- **Work task**:
All lines that hold the string "park" should be copied. Find them in the listing below.

- **Information shown**:
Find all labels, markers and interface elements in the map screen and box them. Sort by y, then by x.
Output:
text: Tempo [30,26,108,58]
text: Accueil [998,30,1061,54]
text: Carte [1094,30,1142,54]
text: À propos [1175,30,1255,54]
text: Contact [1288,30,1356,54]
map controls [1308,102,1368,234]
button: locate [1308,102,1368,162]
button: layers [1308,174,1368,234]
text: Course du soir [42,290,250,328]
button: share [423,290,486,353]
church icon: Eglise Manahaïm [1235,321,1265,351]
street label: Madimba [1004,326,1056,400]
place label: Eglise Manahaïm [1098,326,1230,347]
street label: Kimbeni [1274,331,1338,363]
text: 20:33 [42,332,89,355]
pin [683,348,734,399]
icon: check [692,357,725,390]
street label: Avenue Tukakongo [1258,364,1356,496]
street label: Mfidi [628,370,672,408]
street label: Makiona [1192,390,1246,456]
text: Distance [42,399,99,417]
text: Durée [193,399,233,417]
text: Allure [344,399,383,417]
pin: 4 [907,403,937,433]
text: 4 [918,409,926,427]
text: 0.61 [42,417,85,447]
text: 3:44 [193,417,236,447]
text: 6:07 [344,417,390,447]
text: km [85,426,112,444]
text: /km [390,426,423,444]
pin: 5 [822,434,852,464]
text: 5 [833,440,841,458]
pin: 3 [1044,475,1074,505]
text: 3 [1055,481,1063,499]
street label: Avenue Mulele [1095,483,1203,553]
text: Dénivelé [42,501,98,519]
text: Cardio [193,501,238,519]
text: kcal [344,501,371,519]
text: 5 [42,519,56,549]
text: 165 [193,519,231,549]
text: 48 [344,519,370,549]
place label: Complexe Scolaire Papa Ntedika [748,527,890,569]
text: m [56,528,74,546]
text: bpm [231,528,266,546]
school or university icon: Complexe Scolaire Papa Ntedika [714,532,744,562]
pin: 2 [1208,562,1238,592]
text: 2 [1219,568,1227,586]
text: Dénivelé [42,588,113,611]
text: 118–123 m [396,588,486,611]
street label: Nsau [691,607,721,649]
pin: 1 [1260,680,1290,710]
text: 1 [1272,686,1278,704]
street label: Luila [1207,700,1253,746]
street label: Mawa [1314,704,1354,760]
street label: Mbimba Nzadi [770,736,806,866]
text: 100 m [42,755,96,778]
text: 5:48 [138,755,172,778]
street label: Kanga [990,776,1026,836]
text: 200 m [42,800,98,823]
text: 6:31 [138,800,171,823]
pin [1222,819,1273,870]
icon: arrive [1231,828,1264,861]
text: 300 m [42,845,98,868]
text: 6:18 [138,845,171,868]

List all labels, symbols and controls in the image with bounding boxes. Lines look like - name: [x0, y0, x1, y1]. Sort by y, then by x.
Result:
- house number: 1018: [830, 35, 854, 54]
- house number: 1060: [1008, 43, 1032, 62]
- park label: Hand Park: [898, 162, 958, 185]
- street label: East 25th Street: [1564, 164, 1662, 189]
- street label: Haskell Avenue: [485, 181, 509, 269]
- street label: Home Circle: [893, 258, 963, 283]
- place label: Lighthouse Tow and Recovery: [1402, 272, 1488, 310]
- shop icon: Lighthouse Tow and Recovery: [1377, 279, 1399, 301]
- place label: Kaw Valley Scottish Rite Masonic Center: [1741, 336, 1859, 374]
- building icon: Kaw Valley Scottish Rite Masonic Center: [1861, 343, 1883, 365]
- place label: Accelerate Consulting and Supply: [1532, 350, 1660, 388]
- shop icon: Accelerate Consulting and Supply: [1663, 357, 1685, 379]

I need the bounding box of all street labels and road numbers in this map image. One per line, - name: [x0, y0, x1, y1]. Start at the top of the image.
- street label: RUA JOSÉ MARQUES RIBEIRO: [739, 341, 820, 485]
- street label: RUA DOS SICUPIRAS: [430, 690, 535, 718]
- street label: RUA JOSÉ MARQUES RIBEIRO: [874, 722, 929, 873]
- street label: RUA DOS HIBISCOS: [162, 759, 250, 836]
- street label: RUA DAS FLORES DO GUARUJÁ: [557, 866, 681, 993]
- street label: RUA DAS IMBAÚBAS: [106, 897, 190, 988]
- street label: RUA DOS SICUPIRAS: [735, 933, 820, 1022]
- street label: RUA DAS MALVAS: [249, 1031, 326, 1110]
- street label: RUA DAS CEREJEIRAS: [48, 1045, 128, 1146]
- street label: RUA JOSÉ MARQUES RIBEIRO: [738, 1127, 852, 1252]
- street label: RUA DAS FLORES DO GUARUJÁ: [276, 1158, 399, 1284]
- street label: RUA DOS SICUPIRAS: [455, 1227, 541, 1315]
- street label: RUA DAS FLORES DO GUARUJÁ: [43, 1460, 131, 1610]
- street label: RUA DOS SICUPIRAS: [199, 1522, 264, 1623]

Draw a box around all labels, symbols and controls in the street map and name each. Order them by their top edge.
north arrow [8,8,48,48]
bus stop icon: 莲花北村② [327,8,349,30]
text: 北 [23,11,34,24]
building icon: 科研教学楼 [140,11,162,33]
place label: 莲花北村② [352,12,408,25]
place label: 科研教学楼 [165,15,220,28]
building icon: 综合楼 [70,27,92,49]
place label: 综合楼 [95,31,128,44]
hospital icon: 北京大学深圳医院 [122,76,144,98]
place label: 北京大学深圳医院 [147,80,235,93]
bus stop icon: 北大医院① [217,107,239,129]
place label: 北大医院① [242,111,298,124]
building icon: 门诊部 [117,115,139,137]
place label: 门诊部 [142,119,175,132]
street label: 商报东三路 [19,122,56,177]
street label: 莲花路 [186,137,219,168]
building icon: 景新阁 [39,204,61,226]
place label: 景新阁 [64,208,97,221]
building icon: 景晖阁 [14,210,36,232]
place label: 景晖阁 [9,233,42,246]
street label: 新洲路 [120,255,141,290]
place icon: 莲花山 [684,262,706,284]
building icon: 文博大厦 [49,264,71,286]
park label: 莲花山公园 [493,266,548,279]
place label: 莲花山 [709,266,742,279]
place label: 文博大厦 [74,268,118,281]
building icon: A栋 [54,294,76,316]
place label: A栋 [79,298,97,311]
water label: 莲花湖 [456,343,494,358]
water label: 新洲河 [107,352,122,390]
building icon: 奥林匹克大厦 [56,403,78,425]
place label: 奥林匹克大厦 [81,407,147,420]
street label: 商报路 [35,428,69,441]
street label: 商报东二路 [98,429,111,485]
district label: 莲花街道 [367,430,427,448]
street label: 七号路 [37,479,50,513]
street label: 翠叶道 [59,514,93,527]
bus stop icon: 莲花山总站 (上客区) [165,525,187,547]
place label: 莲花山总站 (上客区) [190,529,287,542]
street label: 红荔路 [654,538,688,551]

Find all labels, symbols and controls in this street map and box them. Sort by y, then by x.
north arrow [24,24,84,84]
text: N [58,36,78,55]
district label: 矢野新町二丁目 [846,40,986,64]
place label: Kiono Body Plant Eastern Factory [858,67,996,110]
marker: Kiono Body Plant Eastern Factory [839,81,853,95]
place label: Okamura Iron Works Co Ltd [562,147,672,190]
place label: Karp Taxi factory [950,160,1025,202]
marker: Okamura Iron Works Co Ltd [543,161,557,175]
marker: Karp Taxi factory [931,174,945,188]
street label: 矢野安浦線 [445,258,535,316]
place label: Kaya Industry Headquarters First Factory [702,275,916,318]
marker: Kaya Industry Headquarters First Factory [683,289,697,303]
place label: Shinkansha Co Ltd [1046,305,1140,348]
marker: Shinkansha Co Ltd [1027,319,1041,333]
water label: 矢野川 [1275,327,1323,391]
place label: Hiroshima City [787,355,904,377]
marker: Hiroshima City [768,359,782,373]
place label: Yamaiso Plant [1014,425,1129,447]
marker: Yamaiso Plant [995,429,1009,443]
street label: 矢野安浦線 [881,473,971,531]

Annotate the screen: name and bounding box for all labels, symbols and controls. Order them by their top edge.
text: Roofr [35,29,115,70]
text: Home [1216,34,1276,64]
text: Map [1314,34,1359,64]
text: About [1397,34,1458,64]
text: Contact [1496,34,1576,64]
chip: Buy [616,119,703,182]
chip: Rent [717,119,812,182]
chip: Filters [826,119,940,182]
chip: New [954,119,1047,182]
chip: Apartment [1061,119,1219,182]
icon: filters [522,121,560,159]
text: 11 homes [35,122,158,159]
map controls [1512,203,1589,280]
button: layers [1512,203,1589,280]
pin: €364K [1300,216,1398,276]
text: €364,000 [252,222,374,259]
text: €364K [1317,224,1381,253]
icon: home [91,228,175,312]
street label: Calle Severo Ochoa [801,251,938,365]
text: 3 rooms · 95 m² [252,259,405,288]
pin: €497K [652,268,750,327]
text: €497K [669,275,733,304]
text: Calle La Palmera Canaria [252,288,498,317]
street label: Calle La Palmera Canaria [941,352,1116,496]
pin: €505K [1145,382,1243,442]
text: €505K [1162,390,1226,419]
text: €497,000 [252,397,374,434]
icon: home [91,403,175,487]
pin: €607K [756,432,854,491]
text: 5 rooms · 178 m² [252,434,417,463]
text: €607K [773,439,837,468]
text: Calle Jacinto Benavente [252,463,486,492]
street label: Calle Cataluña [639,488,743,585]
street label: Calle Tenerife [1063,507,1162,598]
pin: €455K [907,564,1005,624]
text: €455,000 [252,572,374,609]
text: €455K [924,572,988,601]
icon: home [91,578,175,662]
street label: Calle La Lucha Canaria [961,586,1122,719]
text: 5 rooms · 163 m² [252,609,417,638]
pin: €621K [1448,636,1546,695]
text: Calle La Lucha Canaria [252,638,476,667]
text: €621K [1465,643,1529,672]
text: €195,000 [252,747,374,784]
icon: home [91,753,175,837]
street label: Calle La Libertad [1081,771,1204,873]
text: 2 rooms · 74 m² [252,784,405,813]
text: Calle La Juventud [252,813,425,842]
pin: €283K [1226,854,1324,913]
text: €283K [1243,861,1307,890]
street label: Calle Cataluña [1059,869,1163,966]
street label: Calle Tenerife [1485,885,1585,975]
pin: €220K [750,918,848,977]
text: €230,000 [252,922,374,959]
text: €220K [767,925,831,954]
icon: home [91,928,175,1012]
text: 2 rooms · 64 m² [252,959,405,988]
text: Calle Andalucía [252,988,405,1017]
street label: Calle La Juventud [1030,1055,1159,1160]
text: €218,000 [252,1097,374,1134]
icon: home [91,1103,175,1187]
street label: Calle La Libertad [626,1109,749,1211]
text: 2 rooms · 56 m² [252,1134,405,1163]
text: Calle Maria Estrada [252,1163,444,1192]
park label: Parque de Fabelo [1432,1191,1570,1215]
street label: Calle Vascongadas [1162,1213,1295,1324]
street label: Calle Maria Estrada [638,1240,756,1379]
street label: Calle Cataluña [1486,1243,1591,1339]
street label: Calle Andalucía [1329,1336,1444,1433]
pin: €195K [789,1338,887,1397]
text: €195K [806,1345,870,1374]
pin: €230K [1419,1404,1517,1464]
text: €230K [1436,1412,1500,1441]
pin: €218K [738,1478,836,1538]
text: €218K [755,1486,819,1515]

- **Output**:
- park label: Hand Park: [898, 162, 958, 185]
park label: 莲花山公园 [493,266,548,279]
park label: Parque de Fabelo [1432,1191,1570,1215]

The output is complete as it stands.